Back to the topic at hand -- Barnes made tough adjustments this week, benching Dexter Pittman and putting Abrams and Balbay on the ball. Another point of emphasis over the last couple weeks, pushing the ball up the court to put pressure on defenses before they get set, has also helped establish a quicker tempo for the Longhorns. But taking Pittman out of the game opens up driving and cutting lanes to the basket for other players, while taking Mason off the ball always him to concentrate on defense and hustle plays, like offensive rebounding.

Long term, Mason will probably get some opportunities to run the team, as he did last season when DJ Augustin took his rare breaks, but look for Balbay and Abrams to continue with the bulk of the point guard duties, particularly Abrams, since setting high screens for Abrams allows him opportunities to get good looks from deep.

The keys for Mason are twofold, but related. In each of the last two seasons, Mason reached a point where he was struggling mightily with his confidence, which reduced his aggressiveness. That low point this season came again Oklahoma, a game in which he did not attempt a field goal or free throw. On a team lacking a true playmaker (here defined as someone who can create shots for himself or others), Mason is perhaps the closest the team has, possessing the ability to get to the rim and finish, while also showing the vision necessary to find open teammates after breaking down the defense -- the new-look offense will create those opportunities for him by leaving cutting and driving lanes open for him.
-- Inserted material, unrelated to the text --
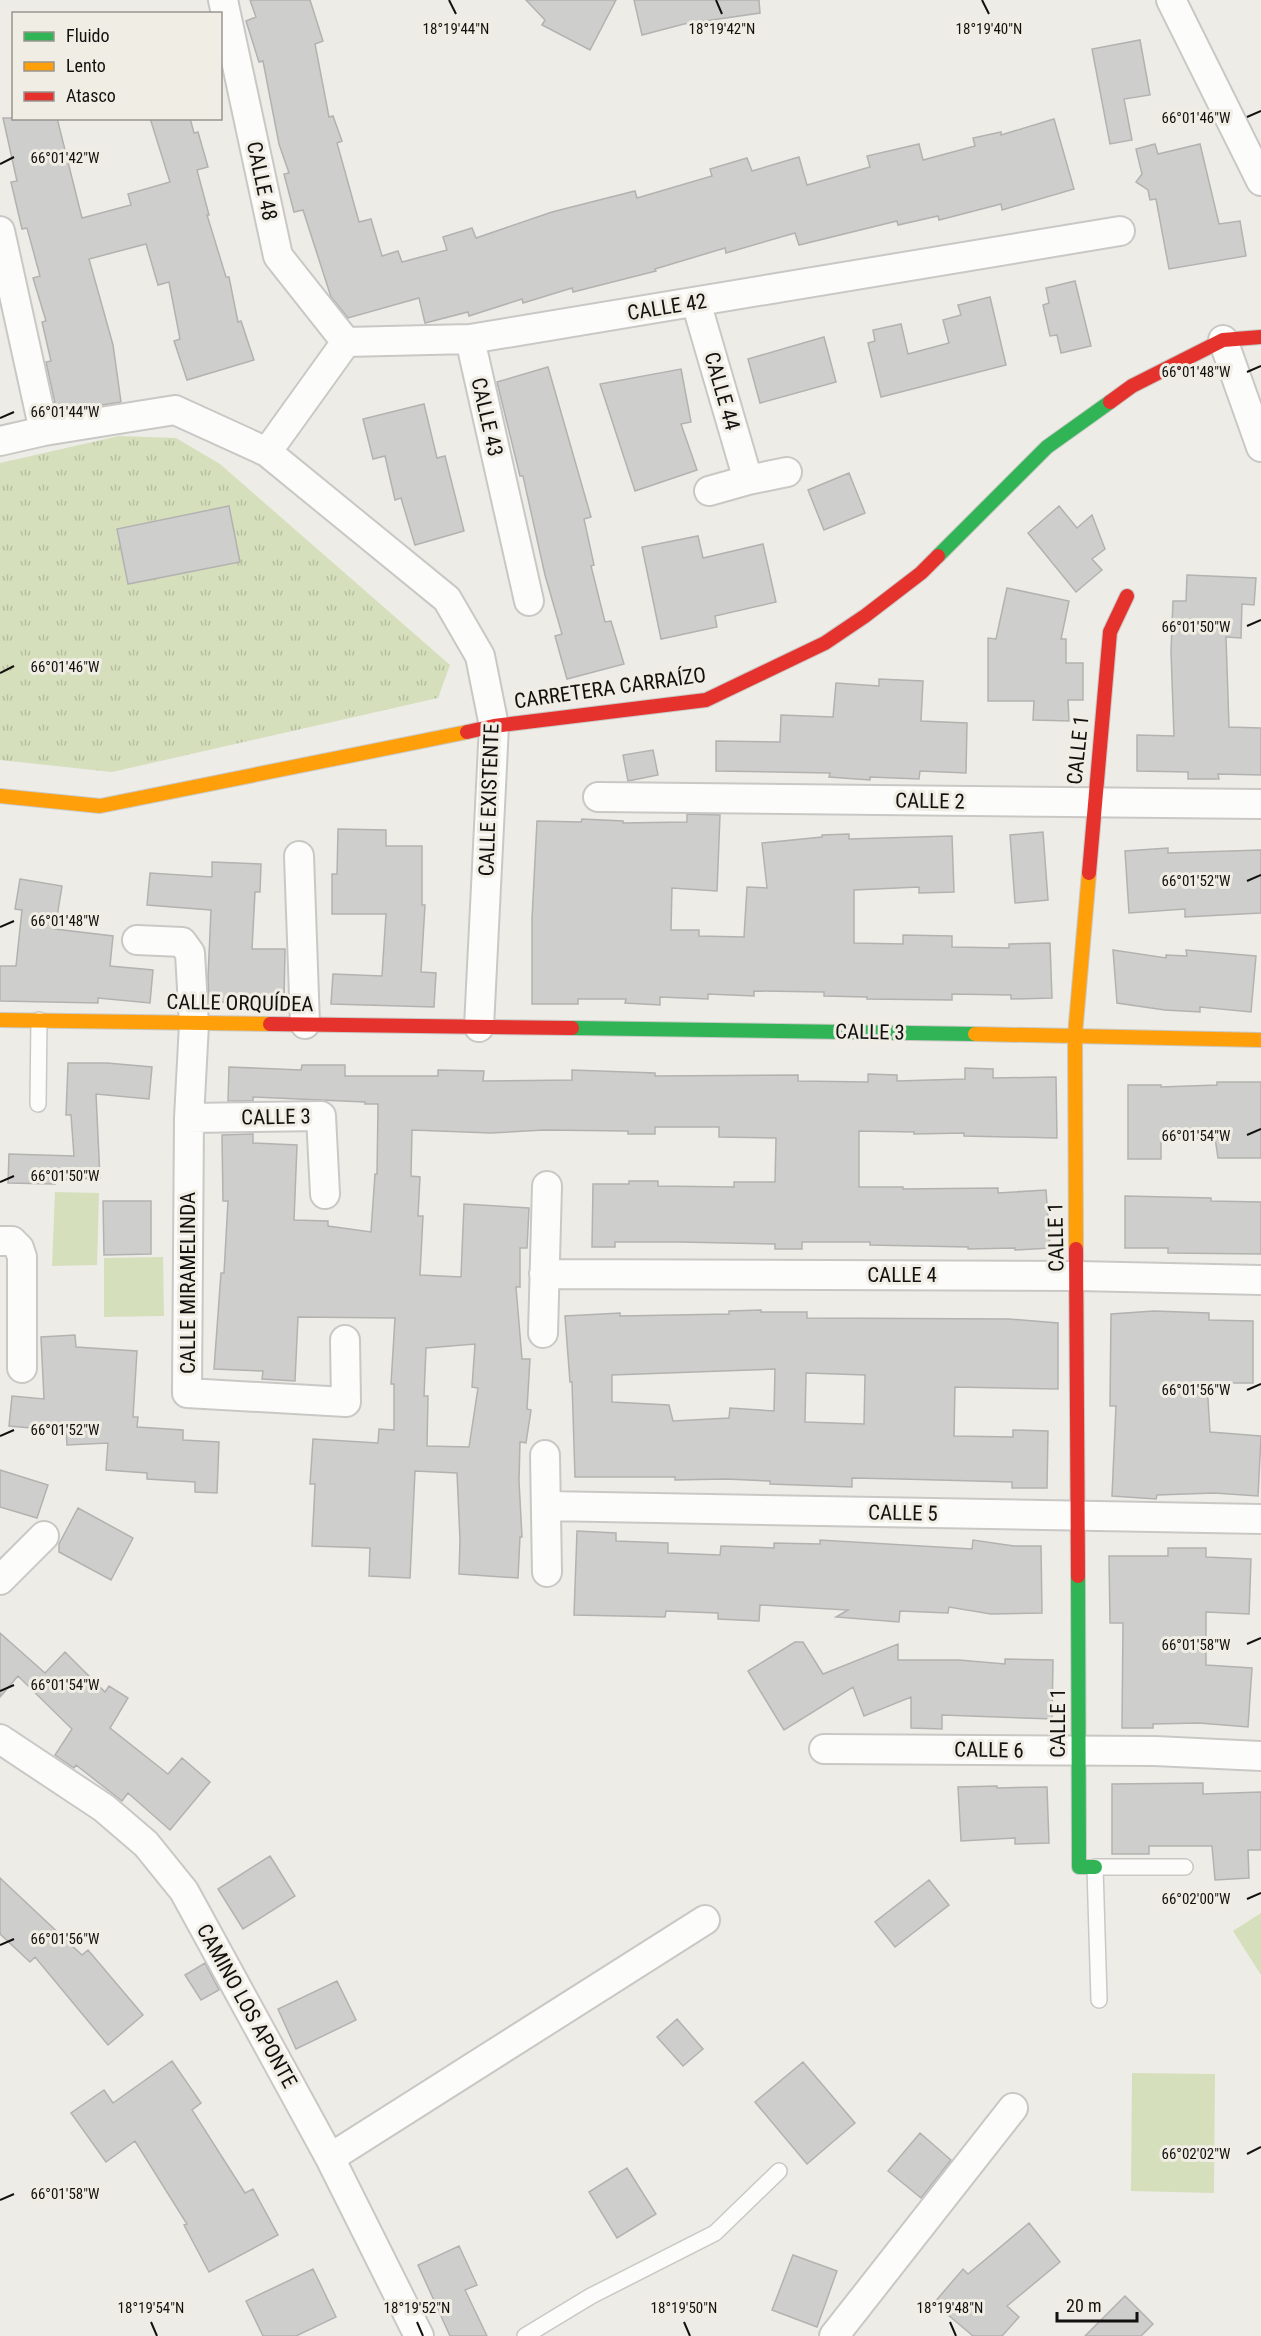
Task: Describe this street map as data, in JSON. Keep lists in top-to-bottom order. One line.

With reduced ball handling responsibilities and a renewed commitment to crashing the offensive glass puts Mason in a better position to take advantage of his skill set. After dropping between 10 and 15 pounds after his freshman season, his increased explosiveness made him a better penetrator to the basket, which is a skill Mason must continue to use, even when off the ball. Altogether, the decisions by Rick Barnes made between the Oklahoma and Texas Tech games paid immediate dividends. Where Dexter Pittman fits into the plans for the rest of the season remains to be seen, but if the Tech game proves anything, it's that Rick Barnes is willing to make tough decisions about his basketball team.